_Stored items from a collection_

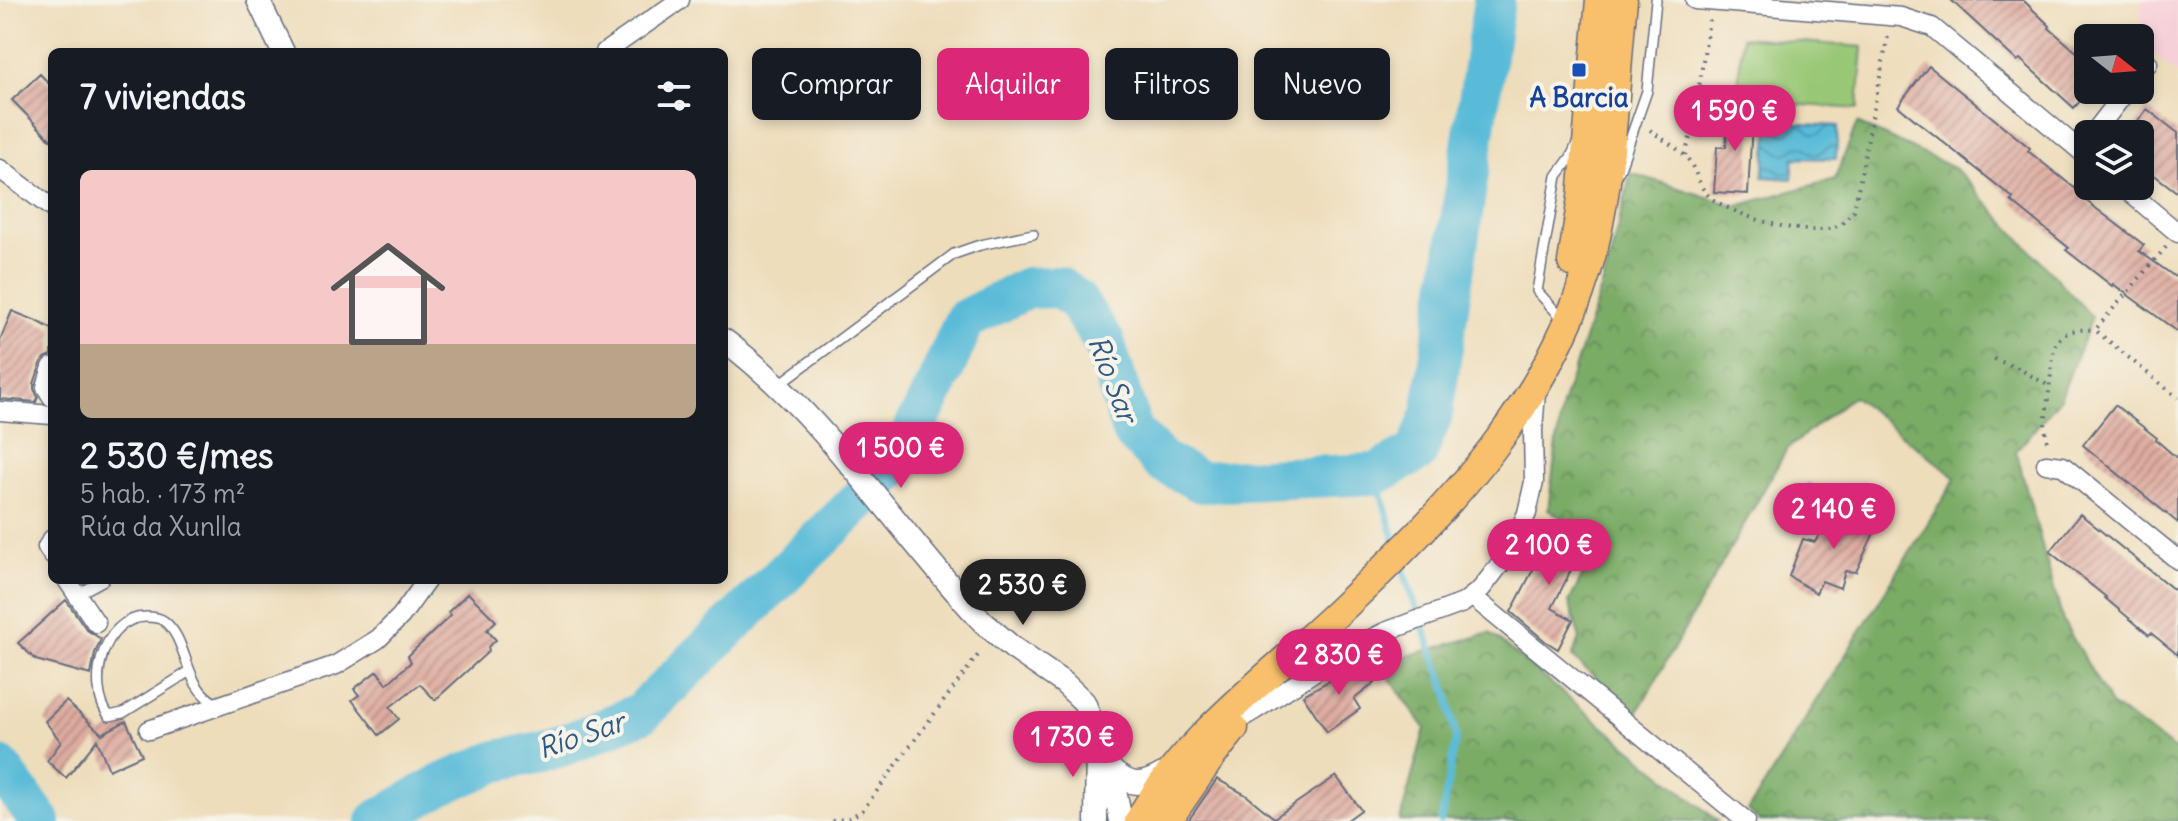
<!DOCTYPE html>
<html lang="es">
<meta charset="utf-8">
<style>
body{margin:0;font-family:Delius,sans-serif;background:#242831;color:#f1f3f6;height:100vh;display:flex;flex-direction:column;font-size:30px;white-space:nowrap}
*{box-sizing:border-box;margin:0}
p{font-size:26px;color:#9ea1a6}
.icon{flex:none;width:44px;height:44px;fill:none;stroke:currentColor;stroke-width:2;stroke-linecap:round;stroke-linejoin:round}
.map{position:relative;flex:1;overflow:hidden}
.drawer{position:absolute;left:48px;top:48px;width:680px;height:536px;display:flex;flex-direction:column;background:#171b24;border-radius:12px;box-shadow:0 4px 12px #0003}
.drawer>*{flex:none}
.top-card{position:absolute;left:752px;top:48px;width:760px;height:72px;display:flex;gap:16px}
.needle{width:52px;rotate:107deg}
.fabs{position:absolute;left:2074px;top:24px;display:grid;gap:16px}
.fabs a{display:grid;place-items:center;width:80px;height:80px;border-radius:12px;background:#171b24;box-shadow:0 4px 12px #0003;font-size:40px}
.price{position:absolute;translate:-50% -68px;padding:0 18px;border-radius:28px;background:#db2777;color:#fff;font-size:26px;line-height:52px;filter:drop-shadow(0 2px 4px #0008)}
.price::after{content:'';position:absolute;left:50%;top:48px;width:24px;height:18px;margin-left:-12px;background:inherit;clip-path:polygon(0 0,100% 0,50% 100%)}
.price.selected{background:#222;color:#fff}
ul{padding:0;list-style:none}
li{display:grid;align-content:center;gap:16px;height:424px;padding:0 32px}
li span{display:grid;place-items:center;height:248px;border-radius:12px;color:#555}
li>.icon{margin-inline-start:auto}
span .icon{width:144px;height:144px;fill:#fffc;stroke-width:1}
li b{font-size:34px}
h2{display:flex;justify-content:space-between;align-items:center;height:96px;padding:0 32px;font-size:34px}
.chip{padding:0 28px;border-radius:12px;background:#171b24;box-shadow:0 4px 12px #0003;font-size:28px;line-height:72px}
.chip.selected{background:#db2777;color:#fff}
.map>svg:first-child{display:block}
.built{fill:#f6cfd8}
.forest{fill:url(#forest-crowns);stroke:#4a6e62;stroke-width:2}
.pitch{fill:#98c775;stroke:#5a7b6a;stroke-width:2}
.water{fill:url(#water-waves);stroke:#3a759b;stroke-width:2}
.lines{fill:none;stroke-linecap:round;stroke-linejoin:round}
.stream{stroke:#5abbd8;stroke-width:7}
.river{stroke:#5abbd8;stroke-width:42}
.building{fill:url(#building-hatch)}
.service-casing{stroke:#656c7f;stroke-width:12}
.minor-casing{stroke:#656c7f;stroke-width:21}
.tertiary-casing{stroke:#656c7f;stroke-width:25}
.primary-casing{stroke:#656c7f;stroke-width:31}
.path{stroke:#656c7f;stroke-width:4;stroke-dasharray:2 6;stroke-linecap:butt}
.service{stroke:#fff;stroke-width:9}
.minor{stroke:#fff;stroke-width:18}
.tertiary{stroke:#fff;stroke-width:22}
.primary{stroke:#f8bf6c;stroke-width:28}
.transit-dot{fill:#1a4fb4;stroke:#f7f3e8;stroke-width:3}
.labels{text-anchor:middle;stroke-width:8;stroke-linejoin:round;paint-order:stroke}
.transit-label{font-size:26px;font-weight:bold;fill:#164399;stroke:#f7f3e8}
.water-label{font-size:28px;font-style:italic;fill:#2e5983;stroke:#f7f3e8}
</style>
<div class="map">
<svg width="2178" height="821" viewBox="0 0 2178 821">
<defs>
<pattern id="forest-crowns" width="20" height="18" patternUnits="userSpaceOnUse" patternTransform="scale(2)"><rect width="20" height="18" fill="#7aac66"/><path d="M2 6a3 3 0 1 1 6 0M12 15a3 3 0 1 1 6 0" fill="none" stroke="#638c57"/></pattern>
<pattern id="water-waves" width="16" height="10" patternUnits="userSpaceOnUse" patternTransform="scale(2)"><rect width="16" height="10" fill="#5abbd8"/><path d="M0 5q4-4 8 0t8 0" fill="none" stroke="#4a98b2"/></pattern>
<pattern id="building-hatch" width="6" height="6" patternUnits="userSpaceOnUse" patternTransform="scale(2)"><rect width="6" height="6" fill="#deab9f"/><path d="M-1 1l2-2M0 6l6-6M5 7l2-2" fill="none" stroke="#b38c85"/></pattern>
</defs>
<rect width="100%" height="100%" fill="#f7f3e8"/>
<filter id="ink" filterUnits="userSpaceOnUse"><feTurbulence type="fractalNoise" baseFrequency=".0125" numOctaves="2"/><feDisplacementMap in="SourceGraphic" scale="16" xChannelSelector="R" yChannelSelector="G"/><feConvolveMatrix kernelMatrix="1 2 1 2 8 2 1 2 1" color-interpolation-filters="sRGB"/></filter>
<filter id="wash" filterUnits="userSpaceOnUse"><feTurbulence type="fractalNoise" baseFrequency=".006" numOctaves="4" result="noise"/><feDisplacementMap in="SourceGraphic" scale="32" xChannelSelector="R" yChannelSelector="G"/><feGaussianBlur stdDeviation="1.8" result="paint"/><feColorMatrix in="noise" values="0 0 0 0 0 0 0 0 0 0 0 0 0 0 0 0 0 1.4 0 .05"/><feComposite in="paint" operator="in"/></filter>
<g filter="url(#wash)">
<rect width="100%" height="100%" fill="#edb"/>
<!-- built -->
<path class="built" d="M2141 0H2178V75L2141 43Z"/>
<!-- forest -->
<path class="forest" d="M1857 123 1956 169 2092 317 2060 399 2016 451 2063 621 2111 705 2178 752V821H1759L1748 811 1956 478 1853 396 1787 449 1637 713 1572 657 1580 639 1569 602 1599 543 1548 509 1562 405 1606 274 1631 173 1736 206 1835 179Z
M1490 633 1718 821H1400L1425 728 1379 663Z"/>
<!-- pitch -->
<path class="pitch" d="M1742 37 1863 47 1858 109 1737 100Z"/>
<!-- water -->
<path class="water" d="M1770 122 1838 126 1836 159 1794 158 1792 179 1763 177Z
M1809 485 1825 492 1808 532 1790 522Z"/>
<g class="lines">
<!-- stream -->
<path class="stream" d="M1376 474 1396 546
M1401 561 1410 591 1448 694 1456 738 1441 821"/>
<!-- river -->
<path class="river" d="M0 767 40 821
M377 821 440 785 497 761 541 752 570 743 641 713 896 465 937 384 965 320 1027 288 1058 287 1076 300 1104 342 1132 431 1161 461 1201 482 1376 474 1417 452 1432 414 1494 0"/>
</g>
<g id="blocks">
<!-- building -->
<path class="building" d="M1951 0H2023L2050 26 2049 28 2088 62V92L2074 108 2020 59 2017 61Z
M1929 66 2030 148 2028 151 2087 198 2085 200 2144 245 2139 251 2178 279V332L2113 284 2112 286 2066 250 2069 248 2011 201 2013 198 1898 106Z
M40 74 52 87V141L12 100Z
M1729 104 1753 106 1748 194 1714 192 1717 147H1726Z
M2147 109 2178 133V193L2140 164V134H2128Z
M12 311 39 322 52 329V355L44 358 41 363 34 384V389L38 397 36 402 0 399V340Z
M2115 405 2157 438 2156 440 2178 459V523L2083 445Z
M1849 504 1878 524 1856 572 1845 571 1840 588 1822 581 1816 593 1789 576 1803 539 1815 542 1828 520 1837 523Z
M2080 514 2178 593V655L2151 633 2149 635 2105 598 2106 597 2050 552Z
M1557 524 1586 540 1552 608 1573 620 1558 649 1545 641 1511 612Z
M468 593 496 621 487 630 496 640 488 647 489 651 435 700 420 684 390 707 399 719 379 735 352 700 359 695 354 689 377 671 387 684 411 662 408 656 451 615 448 612Z
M66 600 87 630 101 639 95 653 91 675 36 660 18 643Z
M1362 663 1375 683 1354 699 1360 709 1327 732 1303 695Z
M66 701 102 734 126 721 142 755 109 770 97 740 66 778 47 761 61 742 45 721Z
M1336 776 1361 810 1346 821H1188L1217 779 1246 795 1274 818Z"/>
</g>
</g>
<g filter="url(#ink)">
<use href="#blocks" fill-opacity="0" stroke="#656c7f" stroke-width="2"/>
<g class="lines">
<!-- service casing -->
<g class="service-casing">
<path id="service" d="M1619 171 1647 91 1656 0
M1559 315 1537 291 1557 176 1571 157 1577 144
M777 386 954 254 980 245 1033 234
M76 595 104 580
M190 671 123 713 109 716C86 686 102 617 146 617 152 617 160 618 164 621 190 641 182 687 217 704"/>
</g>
<!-- minor casing -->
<g class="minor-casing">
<path id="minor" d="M1695 0 1901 17 1932 27 2088 157
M605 52 680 0
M2140 73 2148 63
M2093 134 2127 90
M0 169 52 208
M2122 186 2178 233
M52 367 46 387 52 397
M0 411 52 415
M2046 464 2063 466 2178 560
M52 539 47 547 52 555
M67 580 96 623
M1473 597 1746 821
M1241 719 1345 652 1385 632 1463 603 1481 589 1511 550 1527 513 1534 482 1533 430 1536 392
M149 730 336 665 378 639 401 616 427 580"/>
</g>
<!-- tertiary casing -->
<g class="tertiary-casing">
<path id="tertiary" d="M258 0 283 52
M724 340C827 417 896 530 983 622L1013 648 1064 683 1084 702 1111 770 1121 821
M1111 770C1130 786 1141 787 1163 774
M1096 821 1097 746"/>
</g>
<!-- primary casing -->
<g class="primary-casing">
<path id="primary" d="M1572 262 1582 198 1600 0
M1139 821C1182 740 1268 678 1334 616 1446 512 1556 399 1594 246 1613 168 1615 80 1623 0
M1167 821 1211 757 1234 728"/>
</g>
<!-- path -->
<path class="path" d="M1650 130C1659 137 1679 149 1685 156 1697 168 1697 186 1711 198 1735 216 1814 242 1841 224 1845 221 1850 214 1854 210L1888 36
M1685 155 1693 128 1709 20
M2166 247 2095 330 2178 398
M1994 359 2018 368 2049 386
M2047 441 2045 426 2054 347C2063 329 2077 329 2095 330
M832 821 849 818 862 811 981 651"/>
<!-- service -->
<use href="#service" class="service"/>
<!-- minor -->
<use href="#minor" class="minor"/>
<!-- tertiary -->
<use href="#tertiary" class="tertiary"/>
<!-- primary -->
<use href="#primary" class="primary"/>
</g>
</g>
<!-- markers -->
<rect class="transit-dot" x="1571" y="62" width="16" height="16" rx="4"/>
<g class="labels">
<!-- transit labels -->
<g class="transit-label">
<text x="1579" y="107">A Barcia</text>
</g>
<!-- water labels -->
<g class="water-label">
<text transform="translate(1113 379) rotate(69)" y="10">Río Sar</text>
<text transform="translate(581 735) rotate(-19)" y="10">Río Sar</text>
</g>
</g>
</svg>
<div class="fabs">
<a><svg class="needle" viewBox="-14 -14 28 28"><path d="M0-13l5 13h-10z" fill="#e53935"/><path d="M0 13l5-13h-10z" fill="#9ea1a6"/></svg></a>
<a><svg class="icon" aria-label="layers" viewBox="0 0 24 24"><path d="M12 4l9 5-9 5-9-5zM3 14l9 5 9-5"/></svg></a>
</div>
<b class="price" style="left:1735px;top:153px">1 590 €</b>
<b class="price" style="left:901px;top:490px">1 500 €</b>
<b class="price" style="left:1834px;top:551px">2 140 €</b>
<b class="price" style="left:1549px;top:587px">2 100 €</b>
<b class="price selected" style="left:1023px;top:627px">2 530 €</b>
<b class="price" style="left:1339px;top:697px">2 830 €</b>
<b class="price" style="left:1073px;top:779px">1 730 €</b>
<div class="top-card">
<a class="chip">Comprar</a>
<a class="chip selected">Alquilar</a>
<a class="chip">Filtros</a>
<a class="chip">Nuevo</a>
</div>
<section class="drawer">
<h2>7 viviendas<svg class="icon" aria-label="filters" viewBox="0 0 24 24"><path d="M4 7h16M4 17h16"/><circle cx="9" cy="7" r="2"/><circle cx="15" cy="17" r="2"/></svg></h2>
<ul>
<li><span style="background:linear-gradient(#f6c9c9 70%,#b9a48a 0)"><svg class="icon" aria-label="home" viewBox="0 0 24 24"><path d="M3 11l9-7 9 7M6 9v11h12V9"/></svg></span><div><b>2 530 €/mes</b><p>5 hab. · 173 m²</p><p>Rúa da Xunlla</p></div></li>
</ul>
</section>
</div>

_Task prompt_
Above are the records. How many of their lines hold "linecap"? Answer with the number alone.

_Answer space_
3